The task:
Search the data below for the word "textBaseline" and report how many lines contain it, with no added words.

# # # #

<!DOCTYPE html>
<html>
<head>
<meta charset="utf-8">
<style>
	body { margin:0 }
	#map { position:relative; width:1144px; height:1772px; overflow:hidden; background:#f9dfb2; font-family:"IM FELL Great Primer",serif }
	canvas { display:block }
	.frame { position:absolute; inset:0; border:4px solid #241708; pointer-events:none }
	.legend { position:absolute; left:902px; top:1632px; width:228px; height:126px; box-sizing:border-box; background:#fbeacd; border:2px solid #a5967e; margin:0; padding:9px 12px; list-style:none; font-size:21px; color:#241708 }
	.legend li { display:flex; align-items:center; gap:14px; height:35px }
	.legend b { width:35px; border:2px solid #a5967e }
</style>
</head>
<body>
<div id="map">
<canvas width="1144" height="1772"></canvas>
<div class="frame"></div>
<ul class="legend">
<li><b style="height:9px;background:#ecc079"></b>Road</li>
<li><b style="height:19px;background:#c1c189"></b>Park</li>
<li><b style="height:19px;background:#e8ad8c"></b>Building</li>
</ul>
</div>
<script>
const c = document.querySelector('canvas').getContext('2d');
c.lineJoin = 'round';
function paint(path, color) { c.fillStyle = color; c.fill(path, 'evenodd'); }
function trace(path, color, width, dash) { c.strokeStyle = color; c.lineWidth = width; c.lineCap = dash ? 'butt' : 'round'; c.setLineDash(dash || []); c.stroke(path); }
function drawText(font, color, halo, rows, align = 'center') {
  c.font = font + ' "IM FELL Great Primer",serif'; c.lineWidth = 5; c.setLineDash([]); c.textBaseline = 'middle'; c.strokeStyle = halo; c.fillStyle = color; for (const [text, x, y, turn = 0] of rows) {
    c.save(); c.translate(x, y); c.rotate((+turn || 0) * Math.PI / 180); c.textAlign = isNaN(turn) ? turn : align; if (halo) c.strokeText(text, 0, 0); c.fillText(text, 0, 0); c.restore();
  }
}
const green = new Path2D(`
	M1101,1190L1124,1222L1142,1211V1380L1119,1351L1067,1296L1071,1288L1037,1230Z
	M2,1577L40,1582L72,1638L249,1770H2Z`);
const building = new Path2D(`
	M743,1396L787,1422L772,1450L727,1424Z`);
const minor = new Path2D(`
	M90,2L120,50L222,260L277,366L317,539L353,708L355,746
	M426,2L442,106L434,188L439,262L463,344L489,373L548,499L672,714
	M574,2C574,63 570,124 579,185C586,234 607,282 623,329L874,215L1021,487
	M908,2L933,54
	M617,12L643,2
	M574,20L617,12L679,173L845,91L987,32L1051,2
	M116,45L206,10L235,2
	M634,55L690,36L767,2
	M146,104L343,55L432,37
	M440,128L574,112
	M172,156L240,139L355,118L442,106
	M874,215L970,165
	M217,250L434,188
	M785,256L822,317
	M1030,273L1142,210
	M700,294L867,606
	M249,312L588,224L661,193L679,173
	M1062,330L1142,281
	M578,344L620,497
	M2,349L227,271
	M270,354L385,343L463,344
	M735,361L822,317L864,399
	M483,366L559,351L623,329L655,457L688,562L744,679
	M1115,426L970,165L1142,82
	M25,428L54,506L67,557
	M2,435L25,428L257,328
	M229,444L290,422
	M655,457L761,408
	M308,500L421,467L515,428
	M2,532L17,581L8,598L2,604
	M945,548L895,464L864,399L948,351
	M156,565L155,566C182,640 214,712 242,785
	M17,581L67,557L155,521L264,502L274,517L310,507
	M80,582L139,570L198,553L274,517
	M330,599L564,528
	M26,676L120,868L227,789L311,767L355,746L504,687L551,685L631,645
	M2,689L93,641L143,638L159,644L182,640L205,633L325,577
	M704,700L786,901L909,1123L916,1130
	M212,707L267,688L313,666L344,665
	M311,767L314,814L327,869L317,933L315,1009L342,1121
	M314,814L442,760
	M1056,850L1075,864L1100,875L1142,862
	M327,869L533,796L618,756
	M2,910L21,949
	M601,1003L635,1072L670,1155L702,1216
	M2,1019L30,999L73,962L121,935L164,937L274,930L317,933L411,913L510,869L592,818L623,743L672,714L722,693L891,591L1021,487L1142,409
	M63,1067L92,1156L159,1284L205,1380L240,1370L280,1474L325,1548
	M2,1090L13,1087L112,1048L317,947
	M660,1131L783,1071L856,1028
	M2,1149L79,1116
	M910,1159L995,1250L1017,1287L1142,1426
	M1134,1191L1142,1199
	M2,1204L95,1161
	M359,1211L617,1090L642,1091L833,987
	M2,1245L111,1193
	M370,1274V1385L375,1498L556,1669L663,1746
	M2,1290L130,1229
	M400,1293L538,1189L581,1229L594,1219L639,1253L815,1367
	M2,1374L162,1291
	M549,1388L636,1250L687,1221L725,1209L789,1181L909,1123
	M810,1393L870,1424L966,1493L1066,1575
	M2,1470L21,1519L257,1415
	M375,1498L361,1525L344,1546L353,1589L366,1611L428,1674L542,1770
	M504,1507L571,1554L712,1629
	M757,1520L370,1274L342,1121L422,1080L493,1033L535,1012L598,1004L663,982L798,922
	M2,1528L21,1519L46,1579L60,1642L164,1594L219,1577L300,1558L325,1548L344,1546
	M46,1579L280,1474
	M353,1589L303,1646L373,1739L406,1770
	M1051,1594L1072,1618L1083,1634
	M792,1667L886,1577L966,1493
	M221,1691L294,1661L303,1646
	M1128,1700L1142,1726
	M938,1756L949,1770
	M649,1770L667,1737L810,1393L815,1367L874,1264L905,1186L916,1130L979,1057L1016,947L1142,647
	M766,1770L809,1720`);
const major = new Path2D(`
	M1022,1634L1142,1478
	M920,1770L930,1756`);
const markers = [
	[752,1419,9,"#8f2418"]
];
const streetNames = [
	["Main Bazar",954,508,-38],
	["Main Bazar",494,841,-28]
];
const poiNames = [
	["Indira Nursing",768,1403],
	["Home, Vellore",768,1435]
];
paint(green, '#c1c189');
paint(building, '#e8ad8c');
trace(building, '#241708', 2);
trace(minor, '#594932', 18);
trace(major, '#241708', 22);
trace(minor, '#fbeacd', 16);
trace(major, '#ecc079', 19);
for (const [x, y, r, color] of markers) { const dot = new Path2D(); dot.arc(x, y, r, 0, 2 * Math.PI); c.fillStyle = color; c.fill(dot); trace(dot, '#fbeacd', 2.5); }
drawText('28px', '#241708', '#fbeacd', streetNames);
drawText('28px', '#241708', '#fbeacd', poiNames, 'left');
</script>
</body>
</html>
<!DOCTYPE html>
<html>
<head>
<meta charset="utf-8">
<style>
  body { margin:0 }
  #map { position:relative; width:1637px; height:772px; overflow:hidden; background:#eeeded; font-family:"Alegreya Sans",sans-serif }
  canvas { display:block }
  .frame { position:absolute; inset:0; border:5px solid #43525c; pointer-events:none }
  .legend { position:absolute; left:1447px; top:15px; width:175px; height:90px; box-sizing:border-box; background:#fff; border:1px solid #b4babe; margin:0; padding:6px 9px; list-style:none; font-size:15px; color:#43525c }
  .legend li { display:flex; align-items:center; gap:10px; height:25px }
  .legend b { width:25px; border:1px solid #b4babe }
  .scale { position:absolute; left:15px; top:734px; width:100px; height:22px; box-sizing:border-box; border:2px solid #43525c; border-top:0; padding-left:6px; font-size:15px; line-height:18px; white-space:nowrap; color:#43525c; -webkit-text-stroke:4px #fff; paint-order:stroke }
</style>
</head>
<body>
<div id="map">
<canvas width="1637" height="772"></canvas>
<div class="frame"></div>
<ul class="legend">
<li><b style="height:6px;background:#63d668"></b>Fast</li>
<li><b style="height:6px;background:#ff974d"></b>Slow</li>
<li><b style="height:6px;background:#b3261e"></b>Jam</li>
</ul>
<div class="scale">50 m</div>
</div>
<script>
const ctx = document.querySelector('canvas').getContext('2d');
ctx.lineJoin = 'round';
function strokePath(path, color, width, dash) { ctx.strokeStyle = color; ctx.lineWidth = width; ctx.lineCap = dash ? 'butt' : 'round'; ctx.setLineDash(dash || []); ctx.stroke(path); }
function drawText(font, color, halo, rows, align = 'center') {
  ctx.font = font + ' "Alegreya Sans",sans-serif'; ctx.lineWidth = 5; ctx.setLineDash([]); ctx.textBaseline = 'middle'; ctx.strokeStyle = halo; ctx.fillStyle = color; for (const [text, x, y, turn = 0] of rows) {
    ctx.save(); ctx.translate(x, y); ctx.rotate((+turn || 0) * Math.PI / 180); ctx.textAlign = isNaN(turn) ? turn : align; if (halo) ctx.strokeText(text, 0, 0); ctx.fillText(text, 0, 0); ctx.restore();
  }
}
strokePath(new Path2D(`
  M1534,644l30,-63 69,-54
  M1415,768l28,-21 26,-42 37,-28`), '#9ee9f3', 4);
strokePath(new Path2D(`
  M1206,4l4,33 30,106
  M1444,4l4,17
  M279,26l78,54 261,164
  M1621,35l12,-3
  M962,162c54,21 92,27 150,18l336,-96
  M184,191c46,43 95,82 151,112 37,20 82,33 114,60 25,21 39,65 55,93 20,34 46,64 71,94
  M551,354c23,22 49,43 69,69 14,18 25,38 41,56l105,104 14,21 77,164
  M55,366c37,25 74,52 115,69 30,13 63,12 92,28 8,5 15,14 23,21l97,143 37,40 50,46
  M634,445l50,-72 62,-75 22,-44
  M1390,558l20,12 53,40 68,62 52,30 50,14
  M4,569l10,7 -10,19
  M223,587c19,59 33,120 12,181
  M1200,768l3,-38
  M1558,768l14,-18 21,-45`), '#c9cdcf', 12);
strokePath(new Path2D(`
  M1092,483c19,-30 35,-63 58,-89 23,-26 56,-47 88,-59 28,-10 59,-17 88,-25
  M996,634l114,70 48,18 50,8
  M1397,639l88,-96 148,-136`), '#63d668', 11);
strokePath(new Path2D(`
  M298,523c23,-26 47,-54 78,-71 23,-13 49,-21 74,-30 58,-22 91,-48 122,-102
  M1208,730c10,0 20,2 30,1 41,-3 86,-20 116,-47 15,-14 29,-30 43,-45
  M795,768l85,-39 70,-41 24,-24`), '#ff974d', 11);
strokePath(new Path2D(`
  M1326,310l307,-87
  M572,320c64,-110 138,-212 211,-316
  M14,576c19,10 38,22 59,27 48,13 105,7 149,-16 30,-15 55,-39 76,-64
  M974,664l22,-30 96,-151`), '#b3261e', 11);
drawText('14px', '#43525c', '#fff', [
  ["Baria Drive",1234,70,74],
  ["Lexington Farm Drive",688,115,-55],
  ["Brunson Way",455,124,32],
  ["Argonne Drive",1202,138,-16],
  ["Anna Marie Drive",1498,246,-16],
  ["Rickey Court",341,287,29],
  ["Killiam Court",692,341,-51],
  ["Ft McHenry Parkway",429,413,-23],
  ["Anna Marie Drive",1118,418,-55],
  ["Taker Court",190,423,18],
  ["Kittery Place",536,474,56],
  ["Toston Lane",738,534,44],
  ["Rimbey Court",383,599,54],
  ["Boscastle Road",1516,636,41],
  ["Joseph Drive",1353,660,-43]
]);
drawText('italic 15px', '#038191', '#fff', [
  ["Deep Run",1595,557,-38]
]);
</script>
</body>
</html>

# # # #

Answer:
2